▸ **ACTIVITY**
From the line containing "Summarize the content" to the last line of the listing below, repeat every line exactly, and output nothing else.
★ ★ ★ ★ ★
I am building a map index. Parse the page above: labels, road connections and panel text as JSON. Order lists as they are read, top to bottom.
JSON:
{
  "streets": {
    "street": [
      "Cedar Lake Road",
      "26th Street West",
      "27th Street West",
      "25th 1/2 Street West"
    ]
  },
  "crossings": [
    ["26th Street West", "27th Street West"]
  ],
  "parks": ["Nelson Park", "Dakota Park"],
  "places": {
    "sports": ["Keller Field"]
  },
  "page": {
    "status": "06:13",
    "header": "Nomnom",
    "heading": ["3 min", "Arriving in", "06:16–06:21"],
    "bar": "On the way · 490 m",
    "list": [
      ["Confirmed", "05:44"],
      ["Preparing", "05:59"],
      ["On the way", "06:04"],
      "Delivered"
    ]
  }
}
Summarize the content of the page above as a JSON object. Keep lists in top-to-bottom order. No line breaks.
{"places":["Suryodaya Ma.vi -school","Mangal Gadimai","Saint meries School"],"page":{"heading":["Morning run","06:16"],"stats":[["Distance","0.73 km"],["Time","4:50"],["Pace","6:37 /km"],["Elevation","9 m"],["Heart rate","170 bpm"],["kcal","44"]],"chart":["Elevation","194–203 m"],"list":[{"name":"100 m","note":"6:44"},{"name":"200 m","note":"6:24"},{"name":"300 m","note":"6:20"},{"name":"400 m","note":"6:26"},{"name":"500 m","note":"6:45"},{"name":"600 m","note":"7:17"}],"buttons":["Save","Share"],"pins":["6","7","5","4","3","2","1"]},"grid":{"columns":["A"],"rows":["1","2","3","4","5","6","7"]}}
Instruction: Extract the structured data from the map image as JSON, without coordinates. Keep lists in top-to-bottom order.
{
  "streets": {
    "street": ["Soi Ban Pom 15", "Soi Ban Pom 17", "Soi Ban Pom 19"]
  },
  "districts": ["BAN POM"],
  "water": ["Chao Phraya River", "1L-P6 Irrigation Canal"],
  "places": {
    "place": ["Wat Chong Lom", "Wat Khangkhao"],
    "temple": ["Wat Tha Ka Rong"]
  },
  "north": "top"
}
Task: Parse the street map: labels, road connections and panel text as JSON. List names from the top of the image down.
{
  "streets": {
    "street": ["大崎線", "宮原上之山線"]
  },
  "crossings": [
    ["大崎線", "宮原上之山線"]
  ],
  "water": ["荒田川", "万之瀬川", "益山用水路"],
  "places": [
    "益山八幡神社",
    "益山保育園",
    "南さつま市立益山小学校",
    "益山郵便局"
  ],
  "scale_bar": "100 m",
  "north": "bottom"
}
★ ★ ★ ★ ★
▸ **REPLY TO THE EXERCISE**
Summarize the content of the page above as a JSON object. Keep lists in top-to-bottom order. No line breaks.
{"places":["Suryodaya Ma.vi -school","Mangal Gadimai","Saint meries School"],"page":{"heading":["Morning run","06:16"],"stats":[["Distance","0.73 km"],["Time","4:50"],["Pace","6:37 /km"],["Elevation","9 m"],["Heart rate","170 bpm"],["kcal","44"]],"chart":["Elevation","194–203 m"],"list":[{"name":"100 m","note":"6:44"},{"name":"200 m","note":"6:24"},{"name":"300 m","note":"6:20"},{"name":"400 m","note":"6:26"},{"name":"500 m","note":"6:45"},{"name":"600 m","note":"7:17"}],"buttons":["Save","Share"],"pins":["6","7","5","4","3","2","1"]},"grid":{"columns":["A"],"rows":["1","2","3","4","5","6","7"]}}
Instruction: Extract the structured data from the map image as JSON, without coordinates. Keep lists in top-to-bottom order.
{
  "streets": {
    "street": ["Soi Ban Pom 15", "Soi Ban Pom 17", "Soi Ban Pom 19"]
  },
  "districts": ["BAN POM"],
  "water": ["Chao Phraya River", "1L-P6 Irrigation Canal"],
  "places": {
    "place": ["Wat Chong Lom", "Wat Khangkhao"],
    "temple": ["Wat Tha Ka Rong"]
  },
  "north": "top"
}
Task: Parse the street map: labels, road connections and panel text as JSON. List names from the top of the image down.
{
  "streets": {
    "street": ["大崎線", "宮原上之山線"]
  },
  "crossings": [
    ["大崎線", "宮原上之山線"]
  ],
  "water": ["荒田川", "万之瀬川", "益山用水路"],
  "places": [
    "益山八幡神社",
    "益山保育園",
    "南さつま市立益山小学校",
    "益山郵便局"
  ],
  "scale_bar": "100 m",
  "north": "bottom"
}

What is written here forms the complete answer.